Climate change is something we’ve all heard about, and have hopefully accepted as fact. Major scientific agencies around the globe are in agreement the climate is changing and it has been greatly influenced by an increase in greenhouse gases (carbon dioxide, methane, nitrous oxide, fluorinated gases, etc.). There have been record breaking temperatures found around the globe, changes in rainfall severe storms, heat waves, melting glaciers, not to mention ocean warming, acidification and sea level rise.
The most recent example of this has been seen in Australia, where their weather forecast chart had to add new colors! Pinks and purples now show up on Australian weather charts to show extreme heat (right). How extreme? Previously Australia’s top color (burnt orange to black) indicated 50℃ (for those in America, that’s a whopping 122℉). These new colors represent temperatures from 51-54℃ (≈124-130℉), which forecasters believe to be possible in certain parts of the country.

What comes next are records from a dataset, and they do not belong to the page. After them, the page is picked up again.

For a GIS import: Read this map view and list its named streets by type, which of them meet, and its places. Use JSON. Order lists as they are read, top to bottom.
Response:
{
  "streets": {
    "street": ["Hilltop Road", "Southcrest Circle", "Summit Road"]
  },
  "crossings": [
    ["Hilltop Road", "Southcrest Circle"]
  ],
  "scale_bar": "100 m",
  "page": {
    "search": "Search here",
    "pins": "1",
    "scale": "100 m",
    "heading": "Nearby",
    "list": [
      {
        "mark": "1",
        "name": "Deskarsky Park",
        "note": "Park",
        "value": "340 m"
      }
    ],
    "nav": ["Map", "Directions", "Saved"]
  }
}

Beyond the areas predicted for extreme heat, the entire country has been going through the longest and hottest heat wave on record (which have been taken since 1910). On December 7th the entire countries average temperature was 40.33℃ (105℉), and they have had 7 consecutive days where the average temperature was above 39℃ (102℉)— the previous record was only 4 days. This heat wave has caused many wildfires throughout the country, with nearly 741,000 acres burned as of January 8th! The image is a NASA satellite picture taken on Jan 6th showcasing all the wildfires!
What is to blame??? Unusual climate, the ocean, or both?

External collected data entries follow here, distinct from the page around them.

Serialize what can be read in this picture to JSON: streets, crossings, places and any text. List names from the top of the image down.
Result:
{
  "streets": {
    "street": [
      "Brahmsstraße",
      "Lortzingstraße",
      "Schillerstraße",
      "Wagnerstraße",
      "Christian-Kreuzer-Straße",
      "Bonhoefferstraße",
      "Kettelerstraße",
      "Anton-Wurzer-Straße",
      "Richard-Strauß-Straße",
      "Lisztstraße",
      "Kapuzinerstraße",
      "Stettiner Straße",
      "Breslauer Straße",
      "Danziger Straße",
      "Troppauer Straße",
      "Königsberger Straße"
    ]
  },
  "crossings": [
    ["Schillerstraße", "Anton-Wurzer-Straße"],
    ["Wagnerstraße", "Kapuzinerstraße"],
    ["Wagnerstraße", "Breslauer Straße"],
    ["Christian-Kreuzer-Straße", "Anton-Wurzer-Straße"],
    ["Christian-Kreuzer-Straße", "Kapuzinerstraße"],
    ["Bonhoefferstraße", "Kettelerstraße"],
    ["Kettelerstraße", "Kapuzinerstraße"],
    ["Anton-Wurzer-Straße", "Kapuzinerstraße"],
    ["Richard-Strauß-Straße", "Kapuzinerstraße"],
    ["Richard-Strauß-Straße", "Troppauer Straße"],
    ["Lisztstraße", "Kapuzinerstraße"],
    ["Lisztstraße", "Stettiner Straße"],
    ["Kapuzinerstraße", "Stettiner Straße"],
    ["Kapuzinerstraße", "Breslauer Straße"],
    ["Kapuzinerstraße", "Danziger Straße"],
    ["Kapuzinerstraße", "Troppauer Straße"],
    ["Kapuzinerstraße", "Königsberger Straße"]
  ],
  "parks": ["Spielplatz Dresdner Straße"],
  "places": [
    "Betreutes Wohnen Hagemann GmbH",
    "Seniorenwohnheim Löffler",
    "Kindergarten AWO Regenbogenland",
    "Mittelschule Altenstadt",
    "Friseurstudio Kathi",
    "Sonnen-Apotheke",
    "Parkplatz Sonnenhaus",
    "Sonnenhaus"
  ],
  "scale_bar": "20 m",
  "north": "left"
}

Generally the northern Australian monsoon season arrives in December and lasts through March, these months may vary in different areas of Australia. As the heatwave shows, the monsoon season has not arrived when it normally should. Could this be due to an El Niño Southern Oscillation (aka ENSO) event?
What is an ENSO Event?
An ENSO event is influenced by warming ocean waters in the Pacific. To put it simply, changes in the atmosphere and ocean circulation lead to warmer than normal Pacific Ocean temperatures, increased cloudiness, weaker trade winds, and low SOI (Southern Oscillation Index) values (focused in the central and eastern tropical Pacific). The SOI is just a mathematical representation of pressure differences at sea level between Darwin Australia and Tahiti which indicate the development of ENSO events. The picture below is a great explanation if you are a bit confused. An El Niño event typically occurs every 3 to 7 years.

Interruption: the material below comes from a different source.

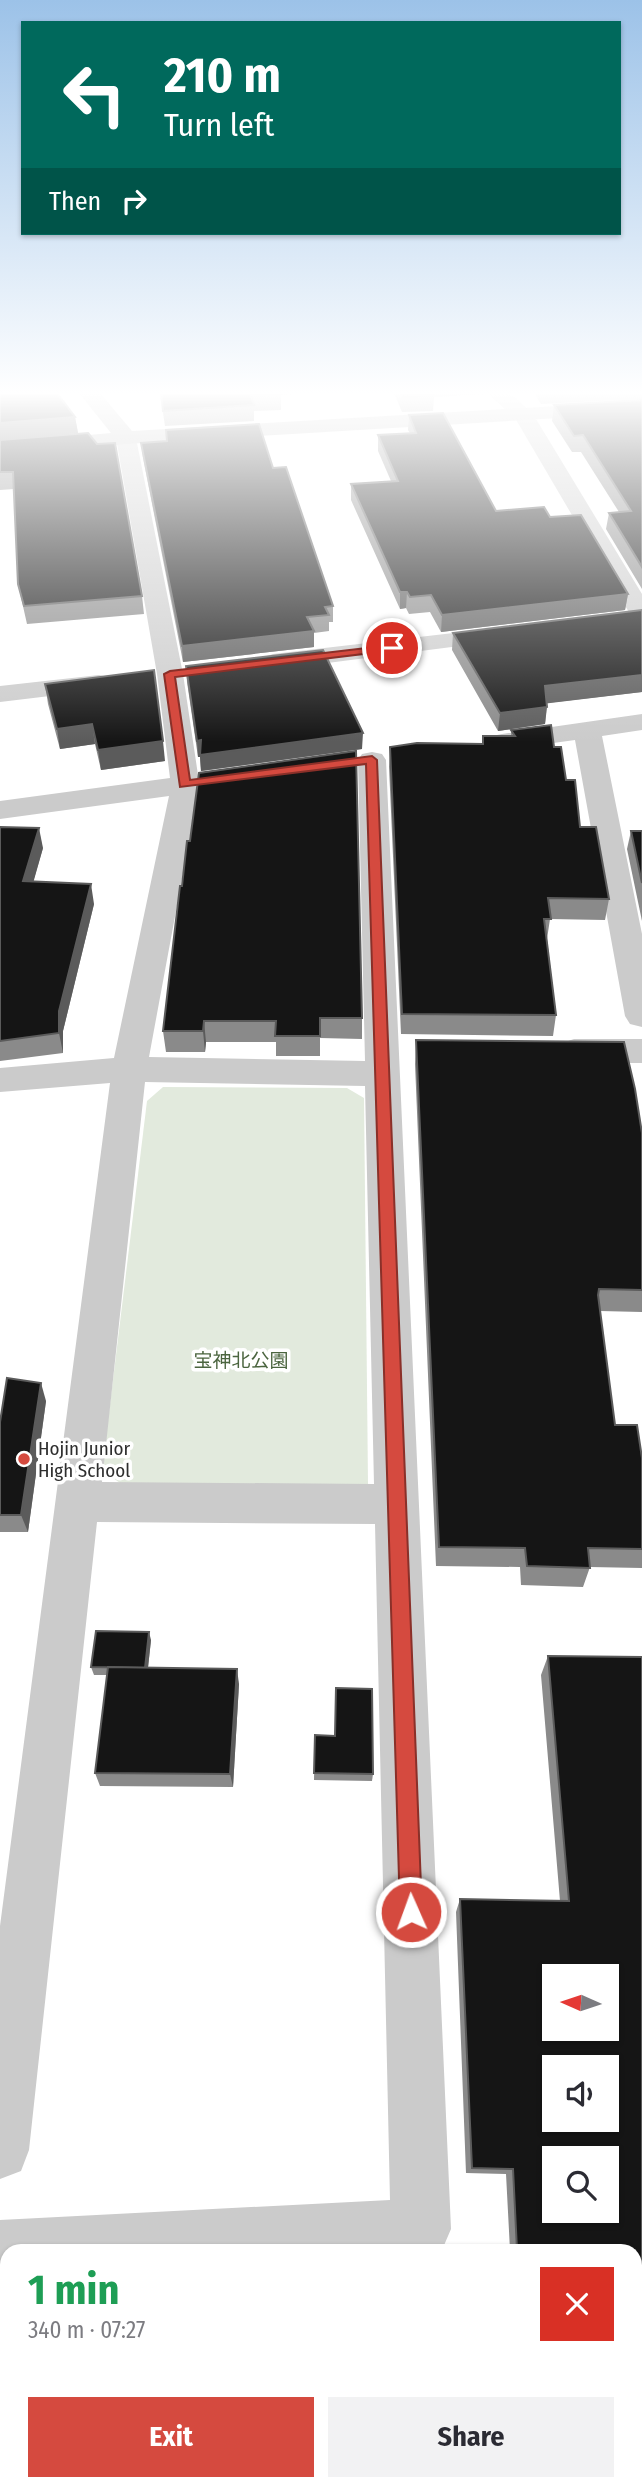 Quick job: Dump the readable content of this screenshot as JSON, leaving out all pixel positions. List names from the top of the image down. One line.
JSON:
{"parks":["宝神北公園"],"places":["Hojin Junior High School"],"north":"left","page":{"turn":["210 m","Turn left"],"then":"Then","heading":["1 min","340 m · 07:27"],"buttons":["Exit","Share"]}}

What does this have to do with climate?
These events effect not only Australia, but the entire world, influencing temperatures and precipitation worldwide. How? Sea Surface temperatures actually have a great influence on rainfall, which in turn effects wind patterns. A warmer atmosphere is able to hold more moisture. When there is an extreme high or low sea surface temperature it can alter the normal rain and wind patterns, leading to unusually wet and cold or hot and dry conditions. These events are natural sources of climate variation and are monitored to ensure people are ready for the extreme temperatures, flooding and droughts they can bring to the world.
What do the Experts think?
The Climate Prediction Center/NCEP/NWS and the International Research Institute for Climate and Society currently say that we are El Niño Neutral for Spring 2013, but Summer is still up in the air. These conditions were also not seen during December 2012, meaning the extreme weather in Australia is not due to an El Niño event and natural climate variation. Instead this weather has been brought on by our own changes to the climate.
If extreme El Niño-esque weather conditions can now occur separately from El Niño events, then what will El Niño events look like in the future? What does this mean for our climate worldwide?